Character sleeping, dreaming, and waking up to nothing? Funeral
calls, death, psycho lurking around? Terrorist planting a bomb, rape scene? Protagonist
in the middle of a bodily function like jerking off, peeing, vomiting? Cheesy
beginnings with a play of words like “opening”? Opening what?
These are items literary agents dislike to see in a
novel’s Chapter 1, writes Writer’s Digest
University. If you want your book published, it is best to follow them. After
all, literary agents are also editors, and they know what’s saleable to
publishing houses. Working with an agent for
publication or not, the recommendations are worth considering.
Here are more of their pet peeves: Starting your story
with a battle, projecting characters as perfect heroes and heroines, inauthentic
dialogue, over- description of the scenery.
More: Beginning with a killer’s point of
view, sex and violence; a laundry list of character descriptions.

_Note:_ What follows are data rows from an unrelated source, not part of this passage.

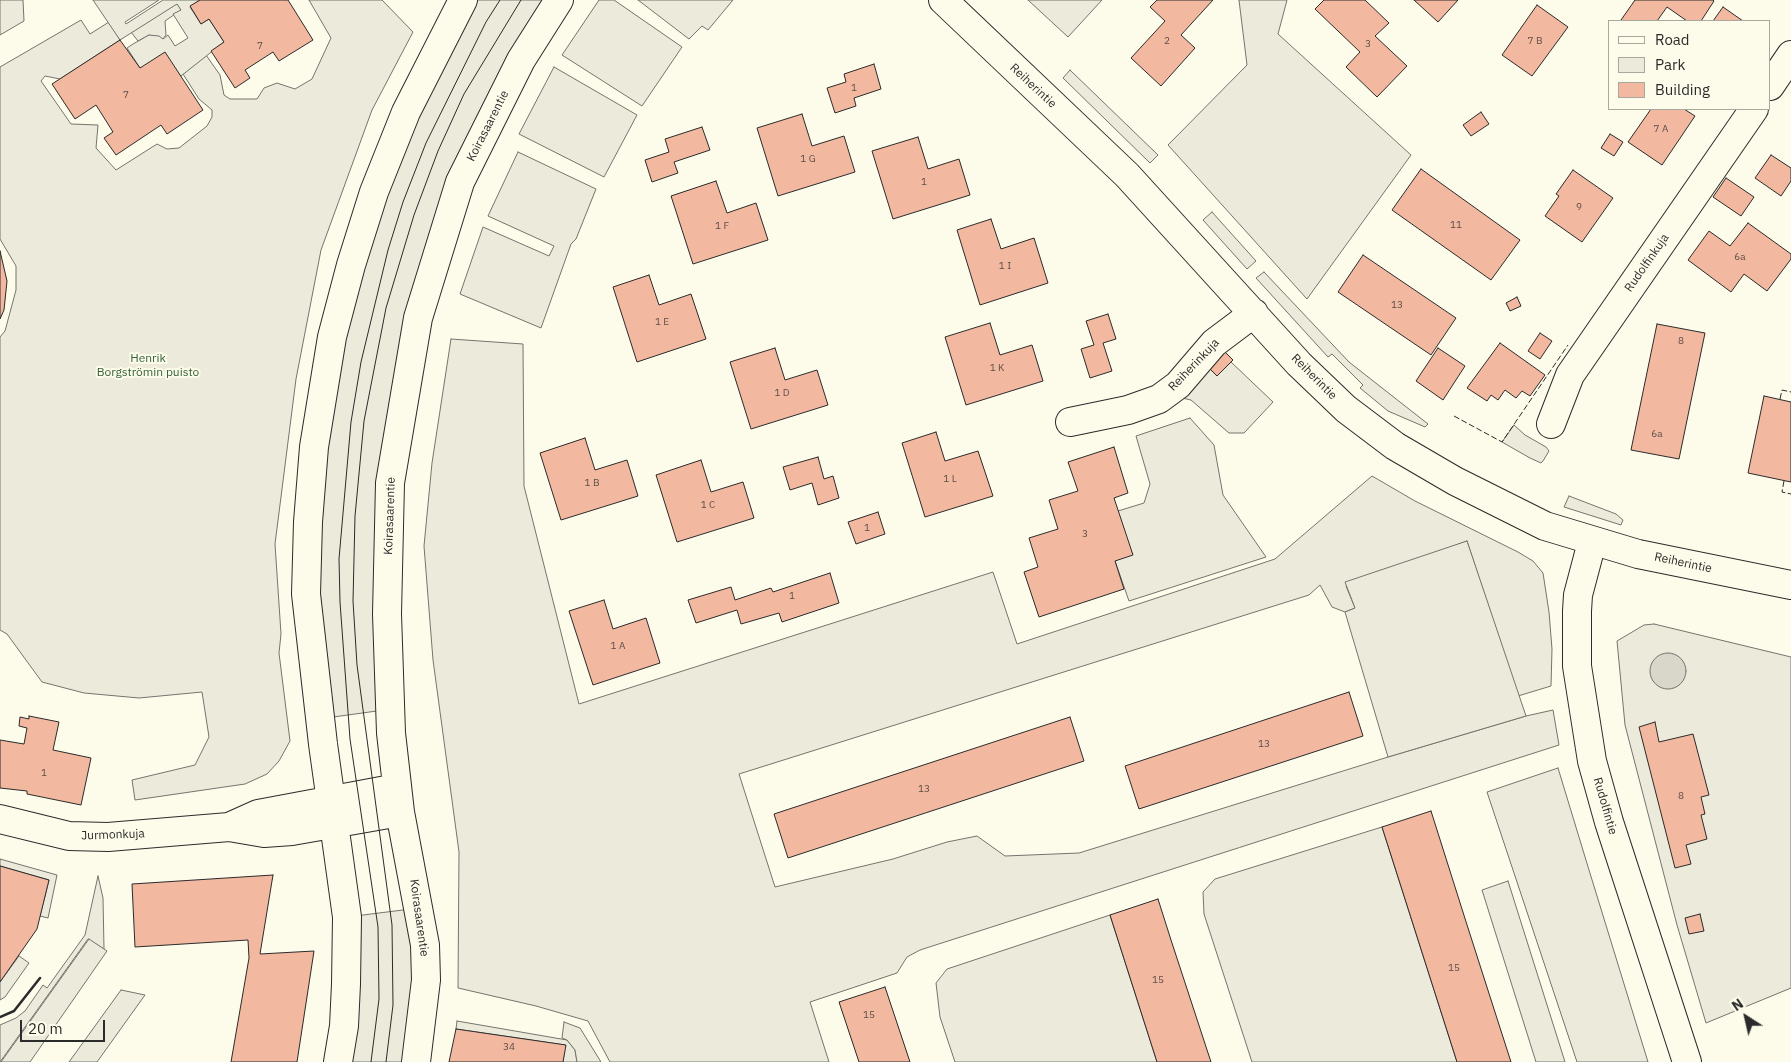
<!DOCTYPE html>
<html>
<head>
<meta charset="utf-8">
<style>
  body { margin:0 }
  #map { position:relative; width:1791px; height:1062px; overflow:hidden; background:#fdfbea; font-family:"IBM Plex Sans",sans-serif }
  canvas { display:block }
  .legend { position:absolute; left:1608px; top:20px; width:162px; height:90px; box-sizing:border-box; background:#fdfbea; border:1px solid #a9a89e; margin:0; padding:6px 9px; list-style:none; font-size:15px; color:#2b2b2b }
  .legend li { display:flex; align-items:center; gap:10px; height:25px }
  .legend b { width:25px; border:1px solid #a9a89e }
  .north { position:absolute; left:1721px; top:992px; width:50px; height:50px; -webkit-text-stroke:4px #fdfbea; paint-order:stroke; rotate:325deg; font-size:14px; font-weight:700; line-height:20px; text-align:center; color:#2b2b2b }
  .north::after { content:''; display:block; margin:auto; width:18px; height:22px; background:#2b2b2b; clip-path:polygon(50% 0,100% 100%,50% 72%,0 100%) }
  .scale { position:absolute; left:20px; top:1020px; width:85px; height:22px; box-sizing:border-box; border:2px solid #2b2b2b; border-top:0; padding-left:6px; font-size:15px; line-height:18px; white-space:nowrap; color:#2b2b2b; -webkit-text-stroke:4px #fdfbea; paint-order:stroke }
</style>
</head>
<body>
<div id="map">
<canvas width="1791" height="1062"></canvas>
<ul class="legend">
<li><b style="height:6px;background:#fdfbea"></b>Road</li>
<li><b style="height:14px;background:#ecebdb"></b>Park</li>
<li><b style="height:14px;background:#f2b8a0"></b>Building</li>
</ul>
<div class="north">N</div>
<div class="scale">20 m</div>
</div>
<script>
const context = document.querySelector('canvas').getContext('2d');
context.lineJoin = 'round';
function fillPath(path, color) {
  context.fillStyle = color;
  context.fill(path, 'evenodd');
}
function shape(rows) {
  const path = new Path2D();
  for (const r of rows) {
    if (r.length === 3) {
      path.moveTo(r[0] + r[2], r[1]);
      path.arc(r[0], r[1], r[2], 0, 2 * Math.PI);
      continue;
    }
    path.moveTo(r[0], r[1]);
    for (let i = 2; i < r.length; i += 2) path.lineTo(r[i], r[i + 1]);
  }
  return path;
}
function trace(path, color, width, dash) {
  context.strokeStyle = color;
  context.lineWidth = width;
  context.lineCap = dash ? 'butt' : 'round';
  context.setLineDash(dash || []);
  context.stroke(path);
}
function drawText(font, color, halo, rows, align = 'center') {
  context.font = font + ' "IBM Plex Sans",sans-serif';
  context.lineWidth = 4;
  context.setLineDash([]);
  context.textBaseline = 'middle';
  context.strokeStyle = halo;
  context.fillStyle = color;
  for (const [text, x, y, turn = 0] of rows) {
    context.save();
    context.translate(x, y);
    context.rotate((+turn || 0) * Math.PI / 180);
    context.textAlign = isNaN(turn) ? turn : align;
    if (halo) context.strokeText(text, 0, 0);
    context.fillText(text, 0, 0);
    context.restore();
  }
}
const green = shape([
  [0,0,23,0,24,21,0,35,0,0],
  [309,0,382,0,413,32,372,110,321,250,296,379,275,544,281,634,279,653,290,741,279,761,267,774,245,784,135,800,132,780,195,765,209,737,202,692,139,698,84,693,42,682,7,634,0,630,0,337,5,331,16,290,16,266,0,239,0,67,81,20,90,34,109,22,120,40,60,79,45,76,41,81,71,124,98,125,96,148,116,170,157,144,167,149,179,148,207,126,212,117,212,110,199,99,183,74,206,55,220,75,224,95,230,99,257,99,264,88,277,83,295,89,312,79,331,38,309,0],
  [473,0,547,0,418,289,384,710,326,718,315,598,333,374,387,178,473,0],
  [1239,0,1287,0,1278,34,1411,155,1307,299,1168,145,1247,65,1239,0],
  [177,3,181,10,165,21,166,35,163,39,149,35,138,41,131,32,177,3],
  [1070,70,1158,155,1150,163,1063,78,1070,70],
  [1212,212,1256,261,1247,269,1203,220,1212,212],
  [1264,272,1349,362,1428,424,1425,427,1388,411,1360,388,1363,385,1332,354,1328,357,1256,278,1264,272],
  [451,339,523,344,524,486,579,704,993,572,1017,644,1275,559,1372,476,1415,501,1518,552,1533,561,1543,573,1549,612,1552,649,1551,686,1518,696,1467,541,1346,586,1355,608,1345,612,1332,607,1320,585,1309,595,739,774,775,887,893,859,947,842,977,836,1005,856,1079,853,1388,757,1526,716,1553,710,1559,745,920,950,907,957,897,973,810,1002,829,1062,610,1062,588,1021,536,1006,458,988,459,852,433,660,424,546,432,463,451,339],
  [1190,418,1214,445,1223,495,1266,557,1129,601,1115,561,1118,511,1144,503,1150,484,1136,436,1190,418],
  [1514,425,1525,435,1546,447,1549,451,1543,461,1541,463,1530,458,1502,442,1514,425],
  [1569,496,1616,514,1623,520,1621,525,1564,507,1569,496],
  [1654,624,1791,657,1791,988,1706,1023,1677,925,1625,725,1617,641,1644,625,1654,624],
  [1382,827,1457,1062,1252,1062,1204,914,1203,892,1215,879,1382,827],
  [0,859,57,875,48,918,40,916,49,880,0,866,0,859],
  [98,876,103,898,104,949,88,939,0,1062,0,1025,16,1018,25,1011,43,985,47,988,85,935,98,876],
  [411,909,416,943,409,1062,346,1062,355,916,411,909],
  [1110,915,1157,1062,955,1062,940,1017,936,983,947,969,1110,915],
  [19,956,29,963,5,997,0,1000,0,982,19,956],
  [457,1021,567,1040,575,1050,577,1062,563,1062,565,1045,456,1029,457,1021]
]);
fillPath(green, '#ecebdb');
trace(green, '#74746e', 1);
const parking = shape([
  [93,0,159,0,125,22,126,24,163,0,200,0,190,7,201,24,209,19,224,42,181,76,140,68,127,48,133,44,149,35,159,36,163,39,168,35,175,46,188,38,173,14,181,10,177,4,120,40,93,0],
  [599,0,614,0,682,47,642,106,562,55,599,0],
  [638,0,733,0,708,30,702,26,689,39,638,0],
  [1028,0,1102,0,1068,37,1028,0],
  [554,67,637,115,604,177,519,134,554,67],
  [518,152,596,189,576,239,571,244,541,328,460,294,483,227,549,256,554,246,488,216,518,152],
  [1231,362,1273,402,1244,433,1229,433,1191,400,1182,398,1209,368,1217,376,1231,362],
  [1467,541,1526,716,1388,757,1345,612,1355,608,1345,582,1467,541],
  [1558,768,1589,870,1648,1062,1577,1062,1487,792,1558,768],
  [1508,881,1565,1062,1536,1062,1482,890,1508,881],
  [89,939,107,951,30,1062,1,1062,89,939],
  [121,990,145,995,97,1062,69,1062,121,990],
  [564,1022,580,1028,601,1062,577,1062,575,1050,567,1040,562,1038,564,1022]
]);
fillPath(parking, '#eceadb');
trace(parking, '#74746e', 1);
const water = shape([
  [1668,671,18]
]);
fillPath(water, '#d8d7c9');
trace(water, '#74746e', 1);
const building = shape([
  [200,0,288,0,313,40,279,61,273,52,245,70,250,78,235,88,211,51,224,42,209,19,201,24,190,6,200,0],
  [1157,0,1213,0,1181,35,1195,48,1161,86,1131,58,1165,21,1150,7,1157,0],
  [1324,0,1365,0,1389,23,1375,36,1407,66,1377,97,1346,67,1360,52,1315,9,1324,0],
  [1414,0,1458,0,1438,22,1414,0],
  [1635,0,1713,0,1714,1,1701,21,1687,21,1667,7,1657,21,1623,21,1621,20,1635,0],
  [1537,5,1568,27,1532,76,1502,55,1537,5],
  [1723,7,1743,21,1713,21,1723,7],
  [120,40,140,68,165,52,203,110,167,134,161,125,116,155,104,138,113,132,96,105,75,119,52,84,120,40],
  [874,64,881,89,854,98,856,106,835,113,827,88,846,82,844,74,874,64],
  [1651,109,1684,109,1695,116,1662,165,1628,142,1651,109],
  [1481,112,1489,124,1471,136,1463,125,1481,112],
  [802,114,812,146,844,136,855,172,778,196,757,128,802,114],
  [702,127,710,150,674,162,678,173,652,182,645,160,669,152,665,139,702,127],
  [1610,134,1623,142,1614,156,1601,148,1610,134],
  [918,137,928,169,959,159,970,195,893,219,872,151,918,137],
  [1771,155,1791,168,1791,181,1781,196,1755,178,1771,155],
  [1421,169,1520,240,1491,280,1392,210,1421,169],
  [1573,170,1613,198,1582,242,1545,216,1559,196,1556,194,1573,170],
  [1726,178,1754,197,1741,216,1713,197,1726,178],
  [716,181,727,213,756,203,768,240,693,264,671,196,716,181],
  [991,219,1001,249,1034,238,1048,283,980,305,957,230,991,219],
  [1748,223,1791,254,1791,259,1767,291,1744,274,1731,292,1688,260,1709,231,1730,246,1748,223],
  [0,251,7,281,4,310,0,319,0,251],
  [1363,255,1456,318,1431,355,1338,292,1363,255],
  [649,275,659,305,691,294,706,339,637,362,613,287,649,275],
  [1517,297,1521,306,1510,311,1506,303,1517,297],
  [1108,314,1116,339,1103,343,1112,371,1090,378,1081,349,1094,345,1086,321,1108,314],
  [990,323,1000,355,1032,345,1043,381,966,405,945,337,990,323],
  [1657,324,1705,333,1679,459,1631,450,1657,324],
  [1540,333,1552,341,1540,359,1528,351,1540,333],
  [1500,343,1545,375,1530,396,1522,391,1516,398,1505,390,1498,400,1491,395,1487,401,1467,388,1500,343],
  [775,348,785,380,817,370,828,405,751,429,730,362,775,348],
  [1438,348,1465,366,1443,400,1416,381,1438,348],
  [1225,352,1233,360,1217,376,1209,368,1225,352],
  [1764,396,1791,402,1791,482,1748,473,1764,396],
  [936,432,945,461,978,451,993,496,925,517,902,443,936,432],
  [585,438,595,470,627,460,638,496,561,520,540,453,585,438],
  [1114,447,1128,493,1114,498,1133,555,1115,561,1124,589,1039,617,1024,572,1038,567,1029,538,1058,529,1049,500,1078,491,1068,462,1114,447],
  [818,457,824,479,833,476,839,498,818,505,812,483,790,490,783,467,818,457],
  [701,460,711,492,743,482,754,518,677,542,656,475,701,460],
  [878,512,885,534,856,544,848,522,878,512],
  [830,573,839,603,782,622,779,613,741,624,737,610,696,623,688,600,731,587,735,600,771,588,773,592,830,573],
  [604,600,613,629,646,618,660,663,593,685,569,611,604,600],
  [1349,692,1363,736,1139,809,1125,766,1349,692],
  [29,716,59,722,53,750,91,758,81,805,27,794,27,791,0,788,0,740,24,744,27,728,19,726,20,717,29,719,29,716],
  [1070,717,1084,761,788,858,774,814,1070,717],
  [1655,722,1659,742,1693,734,1709,795,1701,797,1705,814,1701,815,1707,839,1686,845,1691,864,1675,868,1639,727,1655,722],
  [1431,811,1468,928,1511,1062,1457,1062,1382,827,1431,811],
  [0,866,49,880,37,929,0,982,0,866],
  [273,875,260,954,314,951,297,1062,231,1062,249,958,248,940,135,947,132,884,273,875],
  [1158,899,1171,940,1211,1062,1157,1062,1110,915,1158,899],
  [1700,914,1704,931,1689,934,1685,918,1700,914],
  [885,987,910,1062,859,1062,839,1002,885,987],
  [456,1029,566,1045,563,1062,449,1062,456,1029]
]);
fillPath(building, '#f2b8a0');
trace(building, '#2b2b2b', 1);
const minor = shape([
  [943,0,1127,175,1299,364,1346,409,1395,446,1455,481,1545,526,1638,554,1791,585],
  [1770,86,1791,55],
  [1070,422,1128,410,1159,399,1178,385,1214,343,1254,313],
  [1551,424,1570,375,1754,109],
  [1592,542,1578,595,1577,611,1577,666,1592,761,1609,822,1687,1062],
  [0,819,69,836,108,837,229,827,264,833,292,831,400,812],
  [229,827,258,814,397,788],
  [338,1062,344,1026,346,984,347,917,323,744,306,594,308,522,314,447,332,337,351,265,374,192,406,112,463,0],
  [416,1062,426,980,425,945,400,812,391,733,387,614,390,483,418,318,460,182,521,60,559,0]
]);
trace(minor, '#2b2b2b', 30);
trace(minor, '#fdfbea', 28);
trace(shape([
  [371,1062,379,999,378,927,350,739,340,602,339,559,351,422,361,362,388,250,403,202,426,143,486,22,500,0],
  [386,1062,393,1005,392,925,357,665,353,601,355,516,364,421,386,308,414,215,438,151,464,94,521,0]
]), '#2b2b2b', 1);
trace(shape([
  [1780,399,1782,390,1791,392],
  [1454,416,1502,442,1568,345],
  [1784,481,1782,492,1791,494]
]), '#2b2b2b', 1, [6, 2.5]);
trace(shape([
  [0,1017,14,1011,40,978]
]), '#2b2b2b', 2.5);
drawText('10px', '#5d4e48', null, [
  ["2",1167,41],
  ["7 B",1535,41],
  ["3",1368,44],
  ["7",260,46],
  ["1",854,88],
  ["7",126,95],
  ["7 A",1661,129],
  ["1 G",808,159],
  ["1",924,182],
  ["9",1579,207],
  ["11",1456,225],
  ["1 F",722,226],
  ["6a",1740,257],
  ["1 I",1005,266],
  ["13",1397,305],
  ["1 E",662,322],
  ["8",1681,341],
  ["1 K",997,368],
  ["1 D",782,393],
  ["6a",1657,434],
  ["1 L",950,479],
  ["1 B",592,483],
  ["1 C",708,505],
  ["1",867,528],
  ["3",1085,534],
  ["1",792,596],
  ["1 A",618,646],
  ["13",1264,744],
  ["1",44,773],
  ["13",924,789],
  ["8",1681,796],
  ["15",1454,968],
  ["15",1158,980],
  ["15",869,1015],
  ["34",509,1047]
]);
drawText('12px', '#2b2b2b', '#fdfbea', [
  ["Reiherintie",1033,86,43],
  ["Koirasaarentie",488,126,-63],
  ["Rudolfinkuja",1647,263,-55],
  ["Reiherinkuja",1194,365,-46],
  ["Reiherintie",1314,377,45],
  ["Koirasaarentie",390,516,-88],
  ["Reiherintie",1683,563,12],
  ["Rudolfintie",1605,806,74],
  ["Jurmonkuja",113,835,-2],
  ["Koirasaarentie",419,918,82]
]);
drawText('12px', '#34623c', '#fdfbea', [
  ["Henrik",148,359],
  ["Borgströmin puisto",148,373]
]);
</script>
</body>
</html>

All of these slow down writing and it shows in their
nature: Prologues that have nothing to do with the story; long,
flowery descriptive sentences for introductions, character’s back-story, information
dump.
These are patently unnecessary: Introducing the narrator to the reader, introducing
the character, setting up the scene, description of the weather, addressing the
reader as in “Gentle reader.”
These are boring: An ordinary, predictable outlook, too
much accounting.
And these cheat the reader: Adventure-dream stories
where at the end, the author says it was only a dream; Character would find out
later this and that; Character dies at end of chapter.
What do they want to see in Chapter 1? Action that hooks the reader, some mystery. Moreover, you do not tell but show through the character.